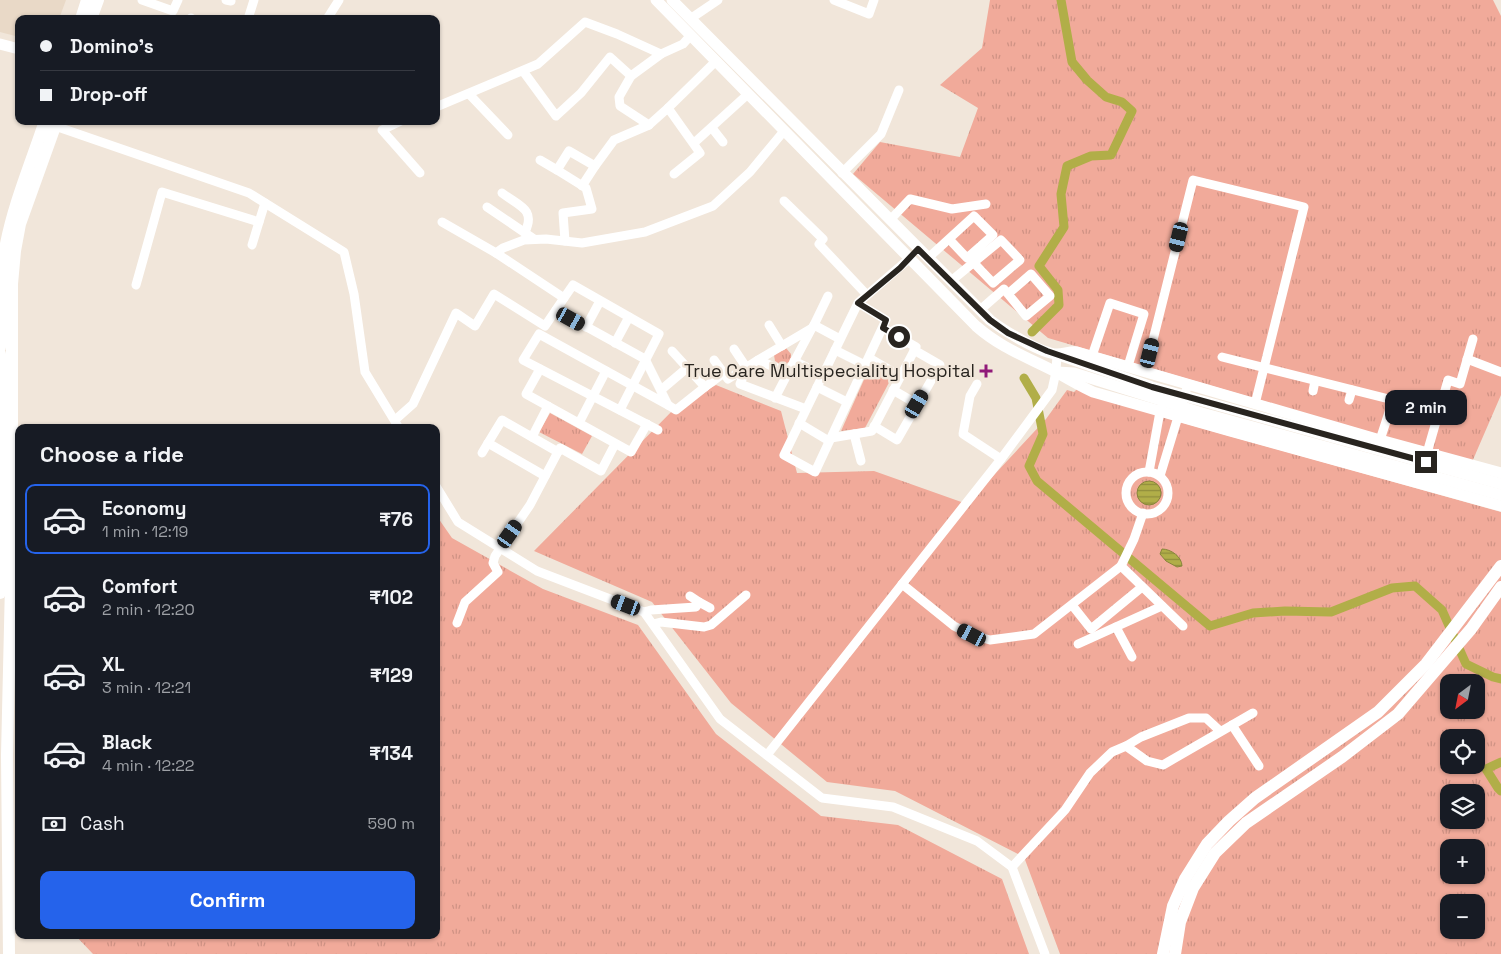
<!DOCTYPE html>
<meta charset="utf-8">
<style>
body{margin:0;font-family:"Space Grotesk",sans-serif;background:#20242c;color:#f1f3f6;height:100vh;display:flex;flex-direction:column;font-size:19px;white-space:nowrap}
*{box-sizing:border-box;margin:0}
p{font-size:16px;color:#9ea1a6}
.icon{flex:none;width:28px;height:28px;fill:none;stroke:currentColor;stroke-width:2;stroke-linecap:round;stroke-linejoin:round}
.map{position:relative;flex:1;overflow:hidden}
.panel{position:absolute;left:15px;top:424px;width:425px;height:515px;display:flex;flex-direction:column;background:#171b24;border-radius:10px;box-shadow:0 1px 4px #0004}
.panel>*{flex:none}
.top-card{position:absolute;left:15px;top:15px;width:425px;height:110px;border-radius:10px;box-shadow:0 1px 4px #0004;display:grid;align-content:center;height:110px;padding:0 25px;background:#171b24}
.needle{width:32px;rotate:212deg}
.buttons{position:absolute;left:1440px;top:674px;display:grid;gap:10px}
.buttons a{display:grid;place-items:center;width:45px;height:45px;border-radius:10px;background:#171b24;box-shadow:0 1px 4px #0004;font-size:25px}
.end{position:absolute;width:22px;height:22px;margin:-11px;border:6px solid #28241f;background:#fff;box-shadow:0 0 0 2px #fff}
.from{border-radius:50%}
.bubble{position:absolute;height:35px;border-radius:10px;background:#171b24;box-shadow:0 1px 4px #0004;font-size:16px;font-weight:700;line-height:35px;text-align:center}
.car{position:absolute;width:15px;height:30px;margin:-15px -8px;border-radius:6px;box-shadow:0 0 4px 1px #0007;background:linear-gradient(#222 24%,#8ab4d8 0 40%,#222 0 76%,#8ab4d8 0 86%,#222 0)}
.top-card b{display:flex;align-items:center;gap:18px;height:48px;font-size:19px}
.top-card b+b{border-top:1px solid #363941}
.top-card i{width:12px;height:12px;background:#f1f3f6}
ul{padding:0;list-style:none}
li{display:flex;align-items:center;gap:15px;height:70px;margin:0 10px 8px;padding:0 15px;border:2px solid transparent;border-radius:10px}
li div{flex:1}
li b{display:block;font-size:19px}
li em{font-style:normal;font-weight:700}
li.selected{border-color:#2563eb}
li>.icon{width:45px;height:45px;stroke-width:1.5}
h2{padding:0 25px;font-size:22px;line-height:60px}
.pay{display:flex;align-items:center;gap:12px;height:55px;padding:0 25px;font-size:19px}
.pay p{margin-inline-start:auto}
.cta{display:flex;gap:10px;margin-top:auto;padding:10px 25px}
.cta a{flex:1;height:58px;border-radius:10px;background:#2563eb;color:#fff;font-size:20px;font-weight:700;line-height:58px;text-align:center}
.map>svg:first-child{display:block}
</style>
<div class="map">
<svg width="1501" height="954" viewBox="0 0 1501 954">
<defs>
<pattern id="grass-tufts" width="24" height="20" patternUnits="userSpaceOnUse" patternTransform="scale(1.25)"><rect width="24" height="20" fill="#f1aa9a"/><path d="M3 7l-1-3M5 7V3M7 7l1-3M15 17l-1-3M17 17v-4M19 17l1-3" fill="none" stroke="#cf9284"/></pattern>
<pattern id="water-rules" width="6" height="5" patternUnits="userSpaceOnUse" patternTransform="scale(1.25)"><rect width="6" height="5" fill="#b1ae48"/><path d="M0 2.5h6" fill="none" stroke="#908d3b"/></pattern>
</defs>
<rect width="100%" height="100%" fill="#f1e6da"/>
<!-- built -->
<path fill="#e9d9c7" d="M0,0H66L59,19H19V37L0,32Z"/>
<!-- grass -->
<g fill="url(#grass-tufts)" fill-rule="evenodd">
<path d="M990,0H1493L1501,16V395L1472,462L1048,338L853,174L880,142L960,157L978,108L940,85L982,48Z"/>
<path d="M786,348L791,354V360L786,364H780L775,361L774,355Z"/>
<path d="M871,364L893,375L865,428L841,431Z"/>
<path d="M716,385L781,411L797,473L874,471L967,504L1046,419L1067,390L1074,392L1077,389L1176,421L1501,512V954H1060L1024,857L895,791L827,782L731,703L652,602L534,551L677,406ZM1449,682H1476V710H1449ZM1449,738H1476V765H1449ZM1449,792H1476V820H1449ZM1449,848H1476V875H1449ZM1449,902H1476V930H1449Z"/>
<path d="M550,413L592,436L582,454L539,432Z"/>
<path d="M436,515L452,538L543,589L638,625L716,734L821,816L898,825L1002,879L1029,954H93L75,935H436Z"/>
</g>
<!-- water -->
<g fill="url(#water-rules)" stroke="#88853c">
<circle cx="1149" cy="493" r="12"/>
<path d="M1162,549C1171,549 1182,557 1182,566L1177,567L1166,561L1160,554Z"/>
</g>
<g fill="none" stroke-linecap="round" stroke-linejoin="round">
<!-- canal -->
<g stroke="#b1ae48" stroke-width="9">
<path d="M1032,332L1059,305L1058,290L1039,266L1064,227L1061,194L1067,166L1091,156L1111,155L1132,111L1122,102L1106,97L1087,80L1072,62L1061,0"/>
<path d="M1024,378L1036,398L1043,434L1029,466L1037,481L1210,626L1253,613L1285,611L1331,612L1392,588L1415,586L1442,610L1466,664L1493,677L1501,679"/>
<path d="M1501,762L1486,769L1498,788L1501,791"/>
</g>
<!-- minor -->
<g stroke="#fff" stroke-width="9">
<path d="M142,0L173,11L178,0"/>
<path d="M226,0L231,1"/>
<path d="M834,0L869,14L874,0"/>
<path d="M191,18V19"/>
<path d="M248,19L254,0"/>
<path d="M327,19L339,0"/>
<path d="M690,19L718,0"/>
<path d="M523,71L556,116L581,93L610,57L631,76L661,54"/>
<path d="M631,76L619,97L620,106L649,125L668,108L700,153L674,174"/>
<path d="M469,94L508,135"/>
<path d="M436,107L538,64L585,22L617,34L661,54L683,44L691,35"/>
<path d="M668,108L716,61"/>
<path d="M401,121L382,130L420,173"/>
<path d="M55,126L249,193L344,252L354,294L365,372L399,428"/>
<path d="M712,128L723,142"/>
<path d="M694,143L748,94"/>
<path d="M540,160L557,170"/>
<path d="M842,173L881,134L899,90"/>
<path d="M582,186L595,166"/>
<path d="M502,193C519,206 536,209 525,232"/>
<path d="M784,201L823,239L819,244L867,295"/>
<path d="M487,207L534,239"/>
<path d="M890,220L910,199L952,209L986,204"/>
<path d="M442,222L496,253L503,248L524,240L546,239L582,243L645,232L713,206L750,172L784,131"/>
<path d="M565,241L563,213L592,209L586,188L557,170L569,151L595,166L614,140L649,125"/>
<path d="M252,245L259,222"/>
<path d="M928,258L974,216L993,235L967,258L949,239"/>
<path d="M951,281L1001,240L1020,260L993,283L974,263"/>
<path d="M136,285L162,192L259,222L265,203"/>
<path d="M564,298L573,285L659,334L620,410"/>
<path d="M858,303L886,320L815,472L784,455L858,303L910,258"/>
<path d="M556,310L645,359L668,405L539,334L523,360L658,430"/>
<path d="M980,310L1004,289L1026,316L1050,296L1031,274L1008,294"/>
<path d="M769,325L782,346"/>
<path d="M814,325L828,296"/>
<path d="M586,327L600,301"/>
<path d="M812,328L758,360L788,373L812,328L814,325L840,339"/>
<path d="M615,343L629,317"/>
<path d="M734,349L746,367"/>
<path d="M835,350L865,365"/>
<path d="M1092,356L1110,303L1144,314L1128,366"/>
<path d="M1222,357L1393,400L1380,440"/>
<path d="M869,358L900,376"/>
<path d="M1467,359L1501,372"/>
<path d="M714,360L728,379L747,367"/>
<path d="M758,360L747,367L740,384L806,409"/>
<path d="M794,361L823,375"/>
<path d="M540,369L526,394L631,452L647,424"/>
<path d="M1145,372L1193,180L1304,207L1255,404"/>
<path d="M977,384L970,396L963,434L1001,459"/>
<path d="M705,387L724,373"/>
<path d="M817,387L847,402"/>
<path d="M661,390L687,368"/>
<path d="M893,390L917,404"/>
<path d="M1313,391L1315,381"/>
<path d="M775,398L788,373"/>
<path d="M1349,400L1352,390"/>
<path d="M668,405L676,410L705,387L672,351"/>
<path d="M395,420L413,404L456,313L475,326L494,294L545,326L564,298L496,253"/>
<path d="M579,423L606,371"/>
<path d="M799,423L829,441"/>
<path d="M874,426L897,440L940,365L914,350"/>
<path d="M854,434L861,461"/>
<path d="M532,437L548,406"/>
<path d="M831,438L872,431L916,347L883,328"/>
<path d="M482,453L488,443"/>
<path d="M1427,453L1448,380L1460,384L1473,339"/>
<path d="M1149,472L1159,417L1162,406"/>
<circle cx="1147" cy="493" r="21"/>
<path d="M545,476L488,443L502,420L558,452"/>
<path d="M1160,476L1188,384"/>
<path d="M436,486L458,522L537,571L644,612L720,719L822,798L893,807L977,841L1012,867L1045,954"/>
<path d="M1121,566L1183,626"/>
<path d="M902,584L954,626L972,635L990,640L1034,634L1121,566L1134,539L1143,513"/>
<path d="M699,602L710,608"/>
<path d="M1072,605L1091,629L1142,587"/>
<path d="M644,612L651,610L696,607L699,602L690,596"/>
<path d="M457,623L465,602L498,572L493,563L495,556L530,505L560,448L601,471L613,448"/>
<path d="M653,624L661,622L704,627L711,625L746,595"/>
<path d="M1116,627L1132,657"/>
<path d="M1078,644L1162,606"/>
<path d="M1232,725L1259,766"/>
<path d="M1220,731L1206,718H1189L1141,737L1126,746L1147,761L1163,765L1253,713"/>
<path d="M767,755L1001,459L1052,390L1056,372L1057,354"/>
<path d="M1012,867L1065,810L1090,773L1112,752L1126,746"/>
</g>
<!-- secondary -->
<g stroke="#fff" stroke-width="11">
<path d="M656,0L976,326C1001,348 1027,357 1056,372C1068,379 1080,386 1093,392L1230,431L1501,506"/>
<path d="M672,0L990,320C1003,330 1042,354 1057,354C1064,354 1070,351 1077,352L1380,440L1501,473"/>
<path d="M0,44L19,49"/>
<path d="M1059,355L1152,387L1501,484"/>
<path d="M1057,372L1074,373L1202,413L1501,495"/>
</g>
<!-- primary -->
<g stroke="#fff" stroke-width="12">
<path d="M81,19L87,0"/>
<path d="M91,19L98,0"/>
<path d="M0,347C1,315 0,281 5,249C13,205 31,163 45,121"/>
<path d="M0,354V593"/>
<path d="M9,954L7,755L12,541V284L15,251L20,224L57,121"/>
<path d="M1163,954L1173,906L1185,879L1207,844L1229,821L1255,798L1378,712L1426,664L1501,566"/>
<path d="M1175,954L1180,922L1193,888L1215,853L1246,823L1342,757L1398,714L1471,629L1501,587"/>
</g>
</g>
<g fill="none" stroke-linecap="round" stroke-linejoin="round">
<!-- route -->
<path stroke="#28241f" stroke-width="6" d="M899,337L883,328L886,320L858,303L900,268L918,249L990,320L1008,333L1047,351L1152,387L1426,462"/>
</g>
<!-- markers -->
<path fill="#901978" stroke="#f1e6da" stroke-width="2" d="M983.5 363.5h5v5h5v5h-5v5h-5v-5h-5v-5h5z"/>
<g text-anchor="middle" stroke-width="5" stroke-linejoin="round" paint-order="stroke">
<!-- poi labels -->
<g font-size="18" fill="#28241f" stroke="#f1e6da" text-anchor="end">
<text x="975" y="377">True Care Multispeciality Hospital</text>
</g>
</g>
</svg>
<div class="buttons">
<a><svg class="needle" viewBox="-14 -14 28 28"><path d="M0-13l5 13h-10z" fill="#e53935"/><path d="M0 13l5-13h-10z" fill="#9ea1a6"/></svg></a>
<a><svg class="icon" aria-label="locate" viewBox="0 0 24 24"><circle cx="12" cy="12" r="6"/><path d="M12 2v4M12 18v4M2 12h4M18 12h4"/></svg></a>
<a><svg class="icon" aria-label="layers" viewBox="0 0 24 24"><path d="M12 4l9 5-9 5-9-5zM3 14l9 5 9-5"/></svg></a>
<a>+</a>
<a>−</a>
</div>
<i class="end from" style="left:899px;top:337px"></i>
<i class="end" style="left:1426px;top:462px"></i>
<div class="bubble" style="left:1385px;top:390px;width:82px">2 min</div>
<i class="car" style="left:1179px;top:237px;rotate:194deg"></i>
<i class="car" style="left:571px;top:319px;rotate:119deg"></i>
<i class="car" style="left:1150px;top:353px;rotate:14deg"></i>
<i class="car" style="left:917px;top:404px;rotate:30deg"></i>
<i class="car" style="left:510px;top:534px;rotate:35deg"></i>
<i class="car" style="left:626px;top:605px;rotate:291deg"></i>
<i class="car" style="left:972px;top:635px;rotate:297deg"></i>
<div class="top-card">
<b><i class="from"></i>Domino's</b>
<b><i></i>Drop-off</b>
</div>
<section class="panel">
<h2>Choose a ride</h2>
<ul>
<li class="selected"><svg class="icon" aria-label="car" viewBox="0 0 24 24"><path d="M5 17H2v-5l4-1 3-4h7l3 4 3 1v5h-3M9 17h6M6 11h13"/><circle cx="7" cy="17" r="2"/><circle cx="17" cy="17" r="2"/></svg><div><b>Economy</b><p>1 min · 12:19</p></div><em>₹76</em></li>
<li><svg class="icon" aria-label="car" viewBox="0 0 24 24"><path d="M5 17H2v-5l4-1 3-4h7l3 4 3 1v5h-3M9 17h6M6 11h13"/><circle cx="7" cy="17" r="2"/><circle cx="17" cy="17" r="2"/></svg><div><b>Comfort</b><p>2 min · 12:20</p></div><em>₹102</em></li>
<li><svg class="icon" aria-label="car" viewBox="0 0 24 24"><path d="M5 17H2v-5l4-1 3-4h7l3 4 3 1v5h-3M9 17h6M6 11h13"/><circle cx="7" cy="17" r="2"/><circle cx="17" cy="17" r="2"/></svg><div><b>XL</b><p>3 min · 12:21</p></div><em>₹129</em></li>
<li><svg class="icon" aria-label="car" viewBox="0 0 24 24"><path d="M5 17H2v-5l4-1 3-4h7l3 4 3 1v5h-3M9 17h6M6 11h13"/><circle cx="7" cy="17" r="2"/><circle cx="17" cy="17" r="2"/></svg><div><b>Black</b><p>4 min · 12:22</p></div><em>₹134</em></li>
</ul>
<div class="pay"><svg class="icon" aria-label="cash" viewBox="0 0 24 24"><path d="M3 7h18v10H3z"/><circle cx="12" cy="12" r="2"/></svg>Cash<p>590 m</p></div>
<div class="cta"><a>Confirm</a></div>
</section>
</div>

= = = =

▶ _About this exercise_: Some lines above contain the word "auto". Copy each of them.

▶ _Answer to this problem_:
.pay p{margin-inline-start:auto}
.cta{display:flex;gap:10px;margin-top:auto;padding:10px 25px}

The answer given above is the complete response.